We may not have control over the past, but by giving the past a proper release, we have control over our future. At least in how much space and capacity we have for it.
It took me 8 months to release 17 years worth of residual emotions. 8 painful months of feeling paralysed, inadequate, stuck, lost, helpless. At times, I felt like dying would be a better option, but then I realised, I didn’t want to die — I actually just felt a part of me dying. An old part that had not been seen, that longed to be witnessed for so long, that wanted to be held, and beholden. My parents came to visit me together, for the first time, and the little girl in me rose up to demand, where have you been? Why haven’t you been here? Why did you not witness me in the life I worked hard to create? She threw up her arms in abandon and demanded to be seen, to be held and to be acknowledged. She got angry for having been abandoned, for being left all alone. She just wanted to be taken care of, even if it wasn’t really possible anymore. But it was just what she wanted, like nothing else.

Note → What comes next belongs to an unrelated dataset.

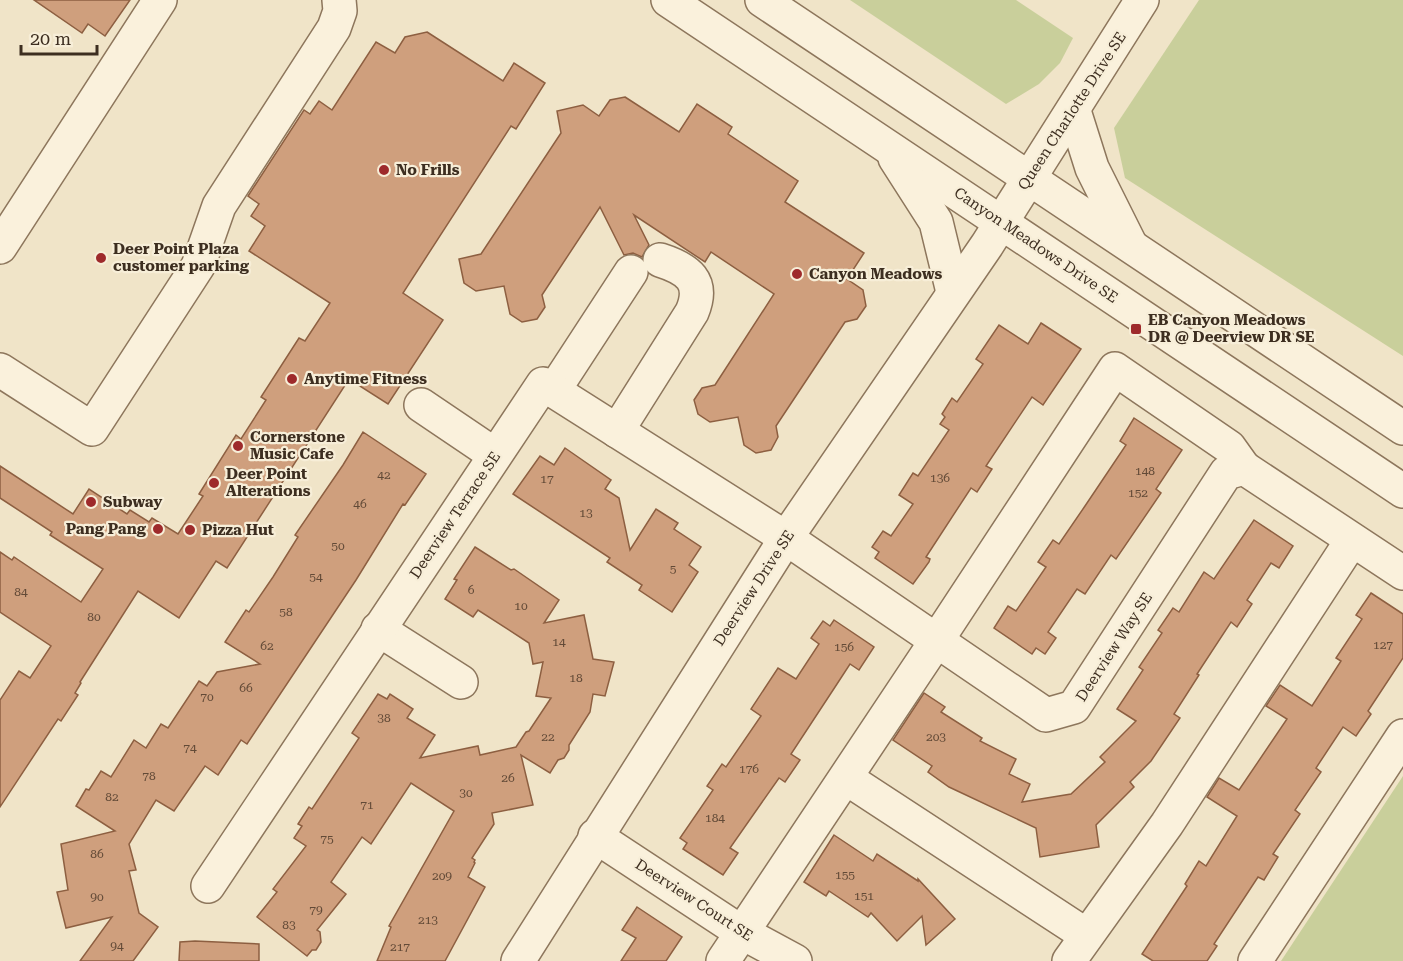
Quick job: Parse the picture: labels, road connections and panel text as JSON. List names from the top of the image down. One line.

My parents weren’t equipped to give her what she wanted. And the adult in me struggled to give her what she wanted too. But no one else in my life could do it but me.
Eventually, I did. I told her it was okay that she felt the way she did, and she didn’t have to pretend she wasn’t hurting. It was okay that she was upset. She had a right to feel whatever she felt. And it wasn’t her fault that she was hurting. There was nothing wrong with her for feeling the way she felt. She felt hurt and she was perfectly justified to feel that way. She was not broken. She was not wrong. She was just normal. And normal people feel painful emotions sometimes.
Like a ghost that keeps haunting those it needs to warn the most, she evaporated as soon as she felt seen. And heard. And acknowledged. And held. And beholden.
And by giving that residual self the space she needed to rise up to the surface and dissolve into the air outside, I released myself. I took back my life — I stopped feeling paralysed and trapped, and I felt my energy return to my body. And I was finally able to move forward again, feeling free of the need to keep this part of me buried under the surface.
Whatever we experience in this life leaves a physical impression on our bodies, our emotions don’t just go away if we ignore them. They get lodged somewhere inside us, until something stirs them up again. And when they reemerge, we have an opportunity to clear what we were previously unable to deal with. Suppressing them back down is like giving up an entire section of your hard drive to a virus that takes up way more processing power than you can afford.
Depression may not be a desirable experience, but neither is going to the dentist. But if you ever lived in an environment that forced you to go into survival mode and skip addressing some of your emotions in the past, chances are you have some cavities to deal with.
It’s perfectly normal to have cavities. And depression. It’s perfectly normal to experience decay even while we are alive. It doesn’t mean there’s something wrong with us, or that we are damaged. If anything, it means we are alive, and that the life we have is precious, fleeting, and worthy of witnessing. By everyone we cross paths with, but most of all, by our own selves.
Sometimes, life flies by us and we can’t deal with everything happening around us. Sometimes, experiences and emotions sink like the Titanic to the bottom of the sea, and it takes some crazy overzealous movie director to dive deep into the past to discover what had been forgotten and thought forever gone. But when those pieces of the past get dislodged, no matter how dark or grimy they’ve become, they must be allowed to float up to the surface. They must be allowed to be seen. To finally be free.
And when they stop being suppressed, we stop being depressed. As we float up, we get lighter, and when we breathe out that last sigh, we let go of what was dragging us down all along. By releasing our past, we can finally take our life back — and finally move forward.